Implementations of the Java Virtual Machine are encouraged to avoid splitting 64-bit values where possible. Programmers are encouraged to declare shared 64-bit values as volatile or synchronize their programs correctly to avoid possible complications.
From the JVM specification just now, we can know that long and double values need to occupy 64-bit memory space, and the writing of 64-bit values can be divided into two 32-bit operations.
In this way, the assignment operation that was originally a whole may be split into two operations of the low 32-bit and the high 32-bit. If other threads read this value between these two operations, an incorrect and incomplete value may be read.

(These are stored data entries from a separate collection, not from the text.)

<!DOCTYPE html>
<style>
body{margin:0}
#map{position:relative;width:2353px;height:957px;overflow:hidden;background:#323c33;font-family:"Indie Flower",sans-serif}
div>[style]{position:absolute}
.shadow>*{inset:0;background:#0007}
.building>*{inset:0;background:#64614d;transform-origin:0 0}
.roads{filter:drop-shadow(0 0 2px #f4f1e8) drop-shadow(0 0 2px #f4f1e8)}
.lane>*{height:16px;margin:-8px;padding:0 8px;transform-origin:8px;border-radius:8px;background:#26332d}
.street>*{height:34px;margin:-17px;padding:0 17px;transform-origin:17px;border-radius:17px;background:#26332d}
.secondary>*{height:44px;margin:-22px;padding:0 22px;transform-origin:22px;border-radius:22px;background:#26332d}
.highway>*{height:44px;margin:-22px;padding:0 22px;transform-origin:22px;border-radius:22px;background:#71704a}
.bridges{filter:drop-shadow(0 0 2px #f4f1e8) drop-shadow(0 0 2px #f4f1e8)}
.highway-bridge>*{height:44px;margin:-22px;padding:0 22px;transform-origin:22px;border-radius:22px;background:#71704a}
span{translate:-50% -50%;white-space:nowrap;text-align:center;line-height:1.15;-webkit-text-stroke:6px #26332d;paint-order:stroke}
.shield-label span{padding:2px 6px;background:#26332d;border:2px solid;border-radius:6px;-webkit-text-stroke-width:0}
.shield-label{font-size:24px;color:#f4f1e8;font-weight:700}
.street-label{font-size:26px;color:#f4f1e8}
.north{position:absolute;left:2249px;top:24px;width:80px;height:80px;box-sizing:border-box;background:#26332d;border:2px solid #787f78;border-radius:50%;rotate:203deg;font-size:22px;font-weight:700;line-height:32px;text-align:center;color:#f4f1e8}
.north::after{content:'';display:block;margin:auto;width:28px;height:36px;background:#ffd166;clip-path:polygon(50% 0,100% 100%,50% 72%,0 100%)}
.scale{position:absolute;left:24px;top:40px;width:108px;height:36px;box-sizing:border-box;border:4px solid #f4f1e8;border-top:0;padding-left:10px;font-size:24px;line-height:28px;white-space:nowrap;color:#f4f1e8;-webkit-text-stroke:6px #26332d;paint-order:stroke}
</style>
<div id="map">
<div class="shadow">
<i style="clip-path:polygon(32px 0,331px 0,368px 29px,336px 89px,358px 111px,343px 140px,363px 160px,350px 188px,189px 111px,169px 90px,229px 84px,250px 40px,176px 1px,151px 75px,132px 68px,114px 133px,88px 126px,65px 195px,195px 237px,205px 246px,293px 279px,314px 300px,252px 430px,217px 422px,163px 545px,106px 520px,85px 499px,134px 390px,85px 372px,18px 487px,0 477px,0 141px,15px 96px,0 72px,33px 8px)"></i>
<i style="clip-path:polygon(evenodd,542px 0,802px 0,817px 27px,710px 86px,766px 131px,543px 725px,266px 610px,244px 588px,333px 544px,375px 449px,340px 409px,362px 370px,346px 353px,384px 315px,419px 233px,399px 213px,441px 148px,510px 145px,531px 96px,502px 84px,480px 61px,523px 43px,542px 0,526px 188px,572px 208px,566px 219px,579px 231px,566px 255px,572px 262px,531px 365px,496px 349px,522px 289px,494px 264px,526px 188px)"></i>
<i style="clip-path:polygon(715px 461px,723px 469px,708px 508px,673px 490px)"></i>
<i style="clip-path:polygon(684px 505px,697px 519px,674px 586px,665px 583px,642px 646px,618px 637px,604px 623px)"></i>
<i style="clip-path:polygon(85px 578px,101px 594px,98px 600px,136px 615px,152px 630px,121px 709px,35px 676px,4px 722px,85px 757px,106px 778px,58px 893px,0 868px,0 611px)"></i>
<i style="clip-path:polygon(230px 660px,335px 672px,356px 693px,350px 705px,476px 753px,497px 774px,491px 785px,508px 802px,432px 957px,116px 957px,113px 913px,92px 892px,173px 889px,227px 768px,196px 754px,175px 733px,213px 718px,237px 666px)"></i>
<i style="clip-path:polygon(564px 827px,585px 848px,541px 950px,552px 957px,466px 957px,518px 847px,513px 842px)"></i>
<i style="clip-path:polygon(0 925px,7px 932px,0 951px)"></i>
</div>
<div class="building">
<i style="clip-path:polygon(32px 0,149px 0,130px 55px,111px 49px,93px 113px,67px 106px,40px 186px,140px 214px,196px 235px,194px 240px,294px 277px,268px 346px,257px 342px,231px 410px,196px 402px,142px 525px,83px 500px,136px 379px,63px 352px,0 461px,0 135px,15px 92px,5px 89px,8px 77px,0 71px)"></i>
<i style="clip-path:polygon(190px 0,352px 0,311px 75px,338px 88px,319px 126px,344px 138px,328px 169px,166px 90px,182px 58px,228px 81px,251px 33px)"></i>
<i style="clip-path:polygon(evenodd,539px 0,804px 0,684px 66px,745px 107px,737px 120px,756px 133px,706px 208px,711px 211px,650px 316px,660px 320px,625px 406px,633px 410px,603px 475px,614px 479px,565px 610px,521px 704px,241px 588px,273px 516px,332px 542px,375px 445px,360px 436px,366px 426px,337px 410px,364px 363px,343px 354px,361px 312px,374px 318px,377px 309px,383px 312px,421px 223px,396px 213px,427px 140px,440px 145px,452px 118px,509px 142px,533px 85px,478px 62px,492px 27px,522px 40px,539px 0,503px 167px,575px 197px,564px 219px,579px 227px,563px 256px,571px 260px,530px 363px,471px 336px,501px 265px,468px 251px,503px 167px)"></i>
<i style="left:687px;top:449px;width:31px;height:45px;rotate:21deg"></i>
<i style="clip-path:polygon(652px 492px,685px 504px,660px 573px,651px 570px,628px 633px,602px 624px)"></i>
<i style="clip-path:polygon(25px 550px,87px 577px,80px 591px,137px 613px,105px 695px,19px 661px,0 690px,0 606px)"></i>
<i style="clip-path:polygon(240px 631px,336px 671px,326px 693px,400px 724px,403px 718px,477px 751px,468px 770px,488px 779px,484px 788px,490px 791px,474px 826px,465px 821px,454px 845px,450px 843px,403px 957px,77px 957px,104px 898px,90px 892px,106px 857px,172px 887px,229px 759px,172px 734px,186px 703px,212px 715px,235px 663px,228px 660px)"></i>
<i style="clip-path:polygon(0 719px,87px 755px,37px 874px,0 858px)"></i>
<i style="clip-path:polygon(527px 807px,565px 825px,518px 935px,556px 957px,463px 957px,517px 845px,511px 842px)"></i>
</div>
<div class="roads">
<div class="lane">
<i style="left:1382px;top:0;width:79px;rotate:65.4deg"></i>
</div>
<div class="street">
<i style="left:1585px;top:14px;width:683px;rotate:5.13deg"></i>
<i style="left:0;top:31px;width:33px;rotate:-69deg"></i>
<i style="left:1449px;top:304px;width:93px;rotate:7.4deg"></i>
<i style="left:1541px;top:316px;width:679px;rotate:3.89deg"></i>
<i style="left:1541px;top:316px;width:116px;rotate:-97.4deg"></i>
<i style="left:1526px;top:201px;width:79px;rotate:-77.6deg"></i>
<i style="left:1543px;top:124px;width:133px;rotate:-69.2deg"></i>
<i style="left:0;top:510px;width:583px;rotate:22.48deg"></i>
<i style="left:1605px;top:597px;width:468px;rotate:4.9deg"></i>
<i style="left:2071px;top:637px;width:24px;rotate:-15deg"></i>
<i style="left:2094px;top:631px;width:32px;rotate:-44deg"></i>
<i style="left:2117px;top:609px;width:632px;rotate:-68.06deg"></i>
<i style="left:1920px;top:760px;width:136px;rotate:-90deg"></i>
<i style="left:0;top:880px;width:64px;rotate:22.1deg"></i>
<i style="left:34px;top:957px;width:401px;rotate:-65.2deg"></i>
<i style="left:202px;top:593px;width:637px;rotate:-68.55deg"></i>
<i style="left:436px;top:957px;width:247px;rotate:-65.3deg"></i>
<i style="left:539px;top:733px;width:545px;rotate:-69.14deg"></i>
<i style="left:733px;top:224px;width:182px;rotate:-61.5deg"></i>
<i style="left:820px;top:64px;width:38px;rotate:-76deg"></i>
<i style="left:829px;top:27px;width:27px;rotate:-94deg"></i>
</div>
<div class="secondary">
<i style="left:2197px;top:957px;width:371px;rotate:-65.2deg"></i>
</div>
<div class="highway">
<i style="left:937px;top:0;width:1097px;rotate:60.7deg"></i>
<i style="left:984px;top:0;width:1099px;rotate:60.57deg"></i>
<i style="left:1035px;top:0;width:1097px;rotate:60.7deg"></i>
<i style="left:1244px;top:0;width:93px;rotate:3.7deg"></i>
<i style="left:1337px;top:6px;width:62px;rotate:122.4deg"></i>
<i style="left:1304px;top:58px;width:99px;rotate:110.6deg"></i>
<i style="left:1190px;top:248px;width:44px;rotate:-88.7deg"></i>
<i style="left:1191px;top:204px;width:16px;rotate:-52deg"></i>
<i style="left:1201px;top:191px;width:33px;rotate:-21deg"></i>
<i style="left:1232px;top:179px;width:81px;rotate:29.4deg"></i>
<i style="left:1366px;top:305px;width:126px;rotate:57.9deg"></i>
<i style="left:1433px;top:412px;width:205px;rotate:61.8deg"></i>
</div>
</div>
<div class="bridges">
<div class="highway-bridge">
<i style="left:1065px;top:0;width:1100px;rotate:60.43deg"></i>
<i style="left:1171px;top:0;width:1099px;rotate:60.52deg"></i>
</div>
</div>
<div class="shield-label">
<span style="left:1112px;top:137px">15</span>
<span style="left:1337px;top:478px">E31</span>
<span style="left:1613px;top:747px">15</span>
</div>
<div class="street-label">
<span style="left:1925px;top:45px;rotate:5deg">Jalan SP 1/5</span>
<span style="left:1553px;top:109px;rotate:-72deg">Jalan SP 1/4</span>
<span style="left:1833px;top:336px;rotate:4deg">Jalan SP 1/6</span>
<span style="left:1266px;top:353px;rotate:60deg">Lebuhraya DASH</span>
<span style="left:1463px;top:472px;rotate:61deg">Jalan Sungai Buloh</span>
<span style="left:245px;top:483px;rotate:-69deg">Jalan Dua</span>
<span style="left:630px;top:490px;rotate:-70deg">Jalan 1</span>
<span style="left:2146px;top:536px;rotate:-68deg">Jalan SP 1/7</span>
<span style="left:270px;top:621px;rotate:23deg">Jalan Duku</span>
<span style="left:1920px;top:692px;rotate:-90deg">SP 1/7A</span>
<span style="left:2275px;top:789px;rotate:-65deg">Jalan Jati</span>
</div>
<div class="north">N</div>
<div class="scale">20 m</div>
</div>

JVM developers can freely choose whether to implement 64-bit long and double read and write operations as atomic operations, and the specification recommends that JVM implement them as atomic operations. Of course, JVM developers also have the right not to do so, which is also in compliance with the specification.
The specification also stipulates that if long and double are modified with volatile, then the read and write operations must be atomic. At the same time, the specification encourages programmers to use the volatile keyword to control this problem. As the specification stipulates that for volatile long and volatile double, the JVM must guarantee the atomicity of its read and write operations, so after adding volatile, it is not for programmers. In other words, you can ensure that the program is correct.
In actual development
At this point, you may have questions. For example, if you didn't know the above issues very well before, and did not add volatile to long and double in the development process, it seems that there have been no problems? Moreover, in the future development process, is it safe to add volatile to long and double?
In fact, in actual development, it is very rare to read "half variable". This situation does not appear in the current mainstream Java virtual machines. Because the JVM specification does not force the virtual machine to implement the long and double variable write operations as atomic operations, it is actually "strongly recommended" for the virtual machine to implement the operations as atomic operations.
In the current implementation of mainstream virtual machines under various platforms, almost all read and write operations of 64-bit data are treated as atomic operations. Therefore, we generally do not need to avoid reading "half variable" when writing code. Declare long and double as volatile.
Atom Manipulation + Atom Manipulation! = Atom Manipulation
It is worth noting that simply combining atomic operations together does not guarantee that the whole is still atomic. For example, the operation behavior of two consecutive transfers cannot be combined as an atomic operation. Although each transfer operation is atomic, the combination of two transfers into one operation is not atomic, because Some other operations may be inserted between the two transfers, such as automatic system deduction, etc., resulting in the failure of the second transfer, and the failure of the second transfer will not affect the success of the first transfer.